Just a few examples over the last few years add some context to the WJP’s report. 

·       The “Stop the Steal” effort led by President Trump, lacking objective evidence, treated the outcome of the 2020 election as an illegal result, threatening the peaceful transition of power for the first time in American history.

·       Our highest court, the final arbiter of what the law is, is now viewed by many as a political institution.  A February 2022 ABC News/Washington Post poll found 45 percent of Americans feel Supreme Court Justices mainly decide cases based on “their personal political views not “the law.”

·       In 2000, the Southern Poverty Law Center identified 599 hate groups in America; in 2021 there were 733.  They carry out acts of intimidation and violence, such as the 2017 “Unite the Right” rally and the July 6th attack on the U.S. Capitol.  Concluding that laws are not “preserving” the America they want, they ignore them.

·       The United States has the highest rate of gun ownership in the world.  Ethnic, racial and political tensions are convincing many Americans that law enforcement will not protect them.  Armed vigilante justice thus becomes acceptable in their minds. 

·       State legislatures dominated by a political party gerrymander election districts and pass election laws aimed at entrenching their majorities.  Citizens then view the law as the exercise of raw power rather than a protector of minority rights.  In a perverse way, the result of creating such laws is to weaken the rule of law.

·       Statements by public officials attacking judicial opinions and judges and pronouncing the guilt or innocence of indicted individuals before trial or even after a jury’s verdict breed disrespect for the law and the judiciary.

·       Prosecution of the wealthy and/or politically connected drags on for years with endless appeals, and then many of the well-connected who are convicted get pardoned.   Those with far fewer means often plea bargain, even when they know they are innocent, because they cannot afford the costs of their defense. 

The WJP Rule of Law Index gives some indication of what happens when the rule of law is weak.  Among countries near the bottom of the Index are Venezuela, Egypt, Ethiopia and the Democratic Republic of Congo.  Their people struggle under anti-democratic rule.  

Even in established democracies where the rule of law is perceived to or actually weakens anarchy has room to grow.  The fear that accompanies disorder is the condition which brings autocrats to power.  They promise protection and security, which usually comes at the price of liberty.

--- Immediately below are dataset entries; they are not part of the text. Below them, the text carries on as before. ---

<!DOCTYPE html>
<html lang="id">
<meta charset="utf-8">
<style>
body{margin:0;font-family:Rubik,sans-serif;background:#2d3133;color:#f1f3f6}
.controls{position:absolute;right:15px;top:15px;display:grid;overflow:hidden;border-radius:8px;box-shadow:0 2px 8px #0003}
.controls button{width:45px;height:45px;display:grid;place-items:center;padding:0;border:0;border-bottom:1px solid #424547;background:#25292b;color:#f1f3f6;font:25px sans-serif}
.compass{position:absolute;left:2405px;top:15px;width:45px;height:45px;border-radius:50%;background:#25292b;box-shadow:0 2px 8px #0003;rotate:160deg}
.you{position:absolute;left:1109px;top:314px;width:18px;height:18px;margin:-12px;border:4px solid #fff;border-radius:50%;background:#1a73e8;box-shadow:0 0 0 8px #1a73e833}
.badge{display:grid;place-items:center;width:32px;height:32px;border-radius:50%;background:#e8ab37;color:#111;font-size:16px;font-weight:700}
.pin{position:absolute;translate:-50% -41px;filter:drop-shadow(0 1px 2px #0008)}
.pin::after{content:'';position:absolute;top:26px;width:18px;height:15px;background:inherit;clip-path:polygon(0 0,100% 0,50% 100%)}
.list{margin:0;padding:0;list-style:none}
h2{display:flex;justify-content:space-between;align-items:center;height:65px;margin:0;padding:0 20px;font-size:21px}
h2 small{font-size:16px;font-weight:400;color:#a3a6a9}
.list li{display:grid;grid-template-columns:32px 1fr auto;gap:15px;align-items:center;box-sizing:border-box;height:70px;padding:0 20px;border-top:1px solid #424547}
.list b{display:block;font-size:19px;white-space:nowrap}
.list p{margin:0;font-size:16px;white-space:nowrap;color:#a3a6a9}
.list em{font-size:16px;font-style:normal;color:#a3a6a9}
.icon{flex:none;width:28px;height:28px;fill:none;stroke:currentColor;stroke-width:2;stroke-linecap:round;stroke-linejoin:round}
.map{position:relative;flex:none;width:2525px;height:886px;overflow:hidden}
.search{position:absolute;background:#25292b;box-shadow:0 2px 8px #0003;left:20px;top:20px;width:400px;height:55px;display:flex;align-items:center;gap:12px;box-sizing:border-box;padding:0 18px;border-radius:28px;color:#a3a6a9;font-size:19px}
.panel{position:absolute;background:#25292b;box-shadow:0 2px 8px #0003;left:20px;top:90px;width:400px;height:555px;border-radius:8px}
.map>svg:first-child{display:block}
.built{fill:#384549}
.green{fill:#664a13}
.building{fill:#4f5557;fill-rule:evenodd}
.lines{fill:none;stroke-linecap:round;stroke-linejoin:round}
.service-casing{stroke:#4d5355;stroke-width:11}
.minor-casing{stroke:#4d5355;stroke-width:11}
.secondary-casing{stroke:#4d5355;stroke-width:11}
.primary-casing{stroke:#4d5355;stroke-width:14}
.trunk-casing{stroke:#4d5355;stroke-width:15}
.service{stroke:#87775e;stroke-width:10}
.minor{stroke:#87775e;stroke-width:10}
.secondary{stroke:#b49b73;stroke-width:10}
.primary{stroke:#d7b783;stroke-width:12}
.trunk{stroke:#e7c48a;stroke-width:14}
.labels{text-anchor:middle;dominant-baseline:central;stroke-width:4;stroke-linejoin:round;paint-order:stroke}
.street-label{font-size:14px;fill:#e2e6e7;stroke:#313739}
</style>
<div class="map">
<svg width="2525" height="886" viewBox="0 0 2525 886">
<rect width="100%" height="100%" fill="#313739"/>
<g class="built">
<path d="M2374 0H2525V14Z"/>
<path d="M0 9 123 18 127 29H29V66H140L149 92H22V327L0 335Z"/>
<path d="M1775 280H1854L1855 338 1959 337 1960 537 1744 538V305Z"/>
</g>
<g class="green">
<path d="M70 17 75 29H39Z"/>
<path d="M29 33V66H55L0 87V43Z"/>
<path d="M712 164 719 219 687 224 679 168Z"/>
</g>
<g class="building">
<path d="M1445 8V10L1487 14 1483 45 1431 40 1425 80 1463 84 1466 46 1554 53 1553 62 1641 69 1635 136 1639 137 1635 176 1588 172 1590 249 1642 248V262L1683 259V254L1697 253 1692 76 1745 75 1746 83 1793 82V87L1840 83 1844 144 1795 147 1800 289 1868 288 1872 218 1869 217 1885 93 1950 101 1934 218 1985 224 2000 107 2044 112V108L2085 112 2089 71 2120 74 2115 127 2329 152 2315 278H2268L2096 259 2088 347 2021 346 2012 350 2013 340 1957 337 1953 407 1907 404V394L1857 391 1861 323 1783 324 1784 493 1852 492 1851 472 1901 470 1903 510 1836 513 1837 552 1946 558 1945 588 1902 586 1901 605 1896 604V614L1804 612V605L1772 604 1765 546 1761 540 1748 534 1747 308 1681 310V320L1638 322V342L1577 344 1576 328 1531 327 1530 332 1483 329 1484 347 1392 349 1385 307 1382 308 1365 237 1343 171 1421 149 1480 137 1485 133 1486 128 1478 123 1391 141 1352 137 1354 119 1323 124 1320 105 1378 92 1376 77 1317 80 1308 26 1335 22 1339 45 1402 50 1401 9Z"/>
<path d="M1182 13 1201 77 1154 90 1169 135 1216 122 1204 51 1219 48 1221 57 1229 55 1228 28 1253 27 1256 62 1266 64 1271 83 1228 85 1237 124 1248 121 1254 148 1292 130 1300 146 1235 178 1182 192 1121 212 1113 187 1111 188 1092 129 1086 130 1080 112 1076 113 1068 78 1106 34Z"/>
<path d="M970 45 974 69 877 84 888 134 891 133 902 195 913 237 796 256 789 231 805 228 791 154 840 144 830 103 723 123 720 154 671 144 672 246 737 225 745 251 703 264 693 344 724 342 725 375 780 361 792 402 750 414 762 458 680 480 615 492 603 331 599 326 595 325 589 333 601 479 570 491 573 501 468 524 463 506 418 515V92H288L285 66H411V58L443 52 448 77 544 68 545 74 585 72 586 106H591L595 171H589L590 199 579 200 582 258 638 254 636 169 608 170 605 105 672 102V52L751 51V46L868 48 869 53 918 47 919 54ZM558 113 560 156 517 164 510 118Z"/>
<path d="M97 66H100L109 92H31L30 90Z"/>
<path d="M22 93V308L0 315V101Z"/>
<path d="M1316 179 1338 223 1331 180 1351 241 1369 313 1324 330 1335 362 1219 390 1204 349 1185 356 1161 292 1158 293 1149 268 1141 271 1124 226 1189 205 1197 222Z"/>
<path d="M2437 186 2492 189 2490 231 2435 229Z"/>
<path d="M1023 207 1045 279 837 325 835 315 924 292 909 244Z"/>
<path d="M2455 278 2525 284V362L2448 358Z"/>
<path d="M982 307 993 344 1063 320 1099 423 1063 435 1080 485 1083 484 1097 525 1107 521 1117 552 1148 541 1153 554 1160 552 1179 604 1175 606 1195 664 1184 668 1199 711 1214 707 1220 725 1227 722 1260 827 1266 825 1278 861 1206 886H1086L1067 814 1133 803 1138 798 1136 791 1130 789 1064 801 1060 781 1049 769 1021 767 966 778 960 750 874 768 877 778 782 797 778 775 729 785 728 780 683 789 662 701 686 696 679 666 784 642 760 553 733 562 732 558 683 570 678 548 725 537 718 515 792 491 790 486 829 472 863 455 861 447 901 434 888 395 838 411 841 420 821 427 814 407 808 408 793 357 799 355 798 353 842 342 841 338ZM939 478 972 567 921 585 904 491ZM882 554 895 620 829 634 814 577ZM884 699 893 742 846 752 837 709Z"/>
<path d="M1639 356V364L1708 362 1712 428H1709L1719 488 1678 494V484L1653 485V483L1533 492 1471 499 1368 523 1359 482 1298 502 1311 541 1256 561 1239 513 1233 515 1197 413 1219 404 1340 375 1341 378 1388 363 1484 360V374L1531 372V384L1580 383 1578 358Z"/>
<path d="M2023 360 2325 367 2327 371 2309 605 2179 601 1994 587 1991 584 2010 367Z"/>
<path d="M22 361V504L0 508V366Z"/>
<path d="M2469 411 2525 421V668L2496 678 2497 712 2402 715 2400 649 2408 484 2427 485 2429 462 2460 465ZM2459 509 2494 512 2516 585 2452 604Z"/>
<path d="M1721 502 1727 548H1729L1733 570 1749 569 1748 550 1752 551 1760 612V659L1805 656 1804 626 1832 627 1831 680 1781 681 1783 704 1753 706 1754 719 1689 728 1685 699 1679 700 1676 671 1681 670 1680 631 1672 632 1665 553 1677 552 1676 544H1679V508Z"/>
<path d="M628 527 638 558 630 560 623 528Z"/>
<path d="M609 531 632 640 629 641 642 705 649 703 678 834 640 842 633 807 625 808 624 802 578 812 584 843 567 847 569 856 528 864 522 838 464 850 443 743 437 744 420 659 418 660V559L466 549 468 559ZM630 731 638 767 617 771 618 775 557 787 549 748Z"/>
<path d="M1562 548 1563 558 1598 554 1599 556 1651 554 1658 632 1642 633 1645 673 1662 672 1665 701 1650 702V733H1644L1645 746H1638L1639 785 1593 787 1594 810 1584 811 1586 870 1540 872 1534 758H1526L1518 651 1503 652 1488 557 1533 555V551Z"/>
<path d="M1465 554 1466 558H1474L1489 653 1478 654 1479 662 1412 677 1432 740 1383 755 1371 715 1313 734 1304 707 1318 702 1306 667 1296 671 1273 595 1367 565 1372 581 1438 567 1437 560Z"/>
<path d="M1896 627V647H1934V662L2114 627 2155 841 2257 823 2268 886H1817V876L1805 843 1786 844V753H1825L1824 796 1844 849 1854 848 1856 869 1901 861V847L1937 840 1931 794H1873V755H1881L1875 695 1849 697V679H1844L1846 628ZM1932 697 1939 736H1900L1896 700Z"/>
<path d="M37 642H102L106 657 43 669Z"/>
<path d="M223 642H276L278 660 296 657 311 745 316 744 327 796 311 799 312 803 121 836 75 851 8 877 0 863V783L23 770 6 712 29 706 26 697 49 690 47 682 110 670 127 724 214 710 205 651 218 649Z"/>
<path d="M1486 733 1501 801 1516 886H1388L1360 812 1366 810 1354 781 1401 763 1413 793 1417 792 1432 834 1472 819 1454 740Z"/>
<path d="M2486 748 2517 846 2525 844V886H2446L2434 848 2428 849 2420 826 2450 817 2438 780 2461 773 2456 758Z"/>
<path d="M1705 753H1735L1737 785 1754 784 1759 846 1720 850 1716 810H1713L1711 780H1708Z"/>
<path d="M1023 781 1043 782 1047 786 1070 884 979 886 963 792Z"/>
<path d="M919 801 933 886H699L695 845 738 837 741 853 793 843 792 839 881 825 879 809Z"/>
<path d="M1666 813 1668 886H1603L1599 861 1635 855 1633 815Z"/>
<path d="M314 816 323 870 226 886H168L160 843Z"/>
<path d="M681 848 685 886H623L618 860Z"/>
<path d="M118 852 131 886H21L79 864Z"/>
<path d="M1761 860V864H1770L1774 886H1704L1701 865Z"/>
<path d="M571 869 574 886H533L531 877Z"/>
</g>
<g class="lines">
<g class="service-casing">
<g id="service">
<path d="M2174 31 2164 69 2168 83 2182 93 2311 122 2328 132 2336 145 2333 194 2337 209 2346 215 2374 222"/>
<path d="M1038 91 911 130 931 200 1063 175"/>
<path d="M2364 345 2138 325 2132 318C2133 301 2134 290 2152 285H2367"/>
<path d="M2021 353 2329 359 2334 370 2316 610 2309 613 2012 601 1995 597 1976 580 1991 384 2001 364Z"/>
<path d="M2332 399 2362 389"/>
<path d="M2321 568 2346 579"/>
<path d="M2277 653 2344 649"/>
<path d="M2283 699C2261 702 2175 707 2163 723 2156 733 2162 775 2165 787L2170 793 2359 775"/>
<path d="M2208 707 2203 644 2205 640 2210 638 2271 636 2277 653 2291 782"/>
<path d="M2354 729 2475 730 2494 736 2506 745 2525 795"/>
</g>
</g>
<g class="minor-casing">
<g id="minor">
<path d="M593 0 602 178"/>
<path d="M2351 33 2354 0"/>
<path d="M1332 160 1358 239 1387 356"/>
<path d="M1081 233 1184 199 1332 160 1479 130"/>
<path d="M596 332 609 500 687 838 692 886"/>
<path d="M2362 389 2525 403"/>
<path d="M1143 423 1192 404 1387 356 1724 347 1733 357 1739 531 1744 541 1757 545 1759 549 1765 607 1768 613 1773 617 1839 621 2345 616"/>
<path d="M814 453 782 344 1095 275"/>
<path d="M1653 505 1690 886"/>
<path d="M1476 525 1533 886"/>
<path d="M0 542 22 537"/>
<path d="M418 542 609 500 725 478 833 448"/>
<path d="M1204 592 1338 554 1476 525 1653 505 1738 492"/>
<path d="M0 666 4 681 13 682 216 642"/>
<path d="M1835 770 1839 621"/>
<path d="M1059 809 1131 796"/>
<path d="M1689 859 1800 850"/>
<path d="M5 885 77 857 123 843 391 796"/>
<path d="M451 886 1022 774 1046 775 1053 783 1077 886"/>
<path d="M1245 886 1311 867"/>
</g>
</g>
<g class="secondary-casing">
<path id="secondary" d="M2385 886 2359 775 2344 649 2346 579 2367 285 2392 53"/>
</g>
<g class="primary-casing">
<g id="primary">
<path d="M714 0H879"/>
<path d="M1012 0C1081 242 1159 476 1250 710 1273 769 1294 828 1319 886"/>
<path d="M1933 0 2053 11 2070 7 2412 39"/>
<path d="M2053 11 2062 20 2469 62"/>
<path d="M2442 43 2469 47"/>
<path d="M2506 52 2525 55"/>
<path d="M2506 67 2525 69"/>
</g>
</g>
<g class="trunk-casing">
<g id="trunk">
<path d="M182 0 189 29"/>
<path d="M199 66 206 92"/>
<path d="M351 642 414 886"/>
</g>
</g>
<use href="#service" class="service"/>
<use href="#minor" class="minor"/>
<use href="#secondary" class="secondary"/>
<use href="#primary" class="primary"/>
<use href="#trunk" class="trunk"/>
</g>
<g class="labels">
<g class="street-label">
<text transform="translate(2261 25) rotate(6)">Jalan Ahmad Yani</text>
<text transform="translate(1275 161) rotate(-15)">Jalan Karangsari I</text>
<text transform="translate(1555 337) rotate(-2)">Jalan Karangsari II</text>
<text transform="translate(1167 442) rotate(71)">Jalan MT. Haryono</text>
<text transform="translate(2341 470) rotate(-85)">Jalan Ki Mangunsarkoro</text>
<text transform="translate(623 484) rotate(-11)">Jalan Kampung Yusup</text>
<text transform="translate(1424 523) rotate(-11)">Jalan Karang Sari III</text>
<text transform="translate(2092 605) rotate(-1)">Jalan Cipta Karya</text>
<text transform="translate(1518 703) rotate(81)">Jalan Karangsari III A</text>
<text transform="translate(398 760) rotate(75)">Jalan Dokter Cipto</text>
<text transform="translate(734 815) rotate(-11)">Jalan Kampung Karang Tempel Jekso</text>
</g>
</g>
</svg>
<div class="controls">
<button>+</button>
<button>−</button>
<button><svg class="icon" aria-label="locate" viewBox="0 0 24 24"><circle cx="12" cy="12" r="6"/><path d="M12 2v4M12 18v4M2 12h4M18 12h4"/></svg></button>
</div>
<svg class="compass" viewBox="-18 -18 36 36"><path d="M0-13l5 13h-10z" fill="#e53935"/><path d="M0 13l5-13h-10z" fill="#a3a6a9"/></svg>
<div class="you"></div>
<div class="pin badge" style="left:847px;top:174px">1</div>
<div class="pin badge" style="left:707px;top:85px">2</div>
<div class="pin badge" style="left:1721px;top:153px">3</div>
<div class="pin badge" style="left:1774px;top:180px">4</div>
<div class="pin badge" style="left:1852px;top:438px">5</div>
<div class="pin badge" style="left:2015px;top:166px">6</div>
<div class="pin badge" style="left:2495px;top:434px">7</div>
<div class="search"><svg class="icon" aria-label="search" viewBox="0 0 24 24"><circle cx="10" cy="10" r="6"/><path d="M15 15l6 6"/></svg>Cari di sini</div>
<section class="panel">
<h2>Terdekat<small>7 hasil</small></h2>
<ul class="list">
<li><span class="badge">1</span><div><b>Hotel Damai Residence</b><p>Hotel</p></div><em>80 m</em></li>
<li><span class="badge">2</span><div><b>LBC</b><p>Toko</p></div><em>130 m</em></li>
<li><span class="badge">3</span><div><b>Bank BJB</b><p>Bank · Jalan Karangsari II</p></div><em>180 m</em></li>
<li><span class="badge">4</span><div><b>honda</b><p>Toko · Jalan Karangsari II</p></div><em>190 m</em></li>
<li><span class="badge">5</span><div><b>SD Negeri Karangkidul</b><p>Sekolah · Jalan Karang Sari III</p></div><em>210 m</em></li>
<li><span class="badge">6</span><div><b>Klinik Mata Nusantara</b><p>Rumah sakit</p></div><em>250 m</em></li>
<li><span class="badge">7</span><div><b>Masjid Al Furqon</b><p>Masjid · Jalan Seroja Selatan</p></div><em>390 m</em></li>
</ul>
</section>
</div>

George Washington understood this. In his Farewell Address, he shared his fear that those with selfish ends would subvert the American republic.  “All obstructions to the execution of the laws,” he warned, were dangerous.  Factions seeking their ends could “become potent engines, by which cunning, ambitious, and unprincipled men will be enabled to subvert the power of the people and to usurp for themselves the reins of government.”

We like to think we’re far from such an outcome.  Thankfully, there are also strong positives in the Index for the United States.  Yet we assume, at our peril, that our republic can survive those for whom laws are mere suggestions.  As January 6th showed, for many Americans democracy itself is seen by some as a mere suggestion.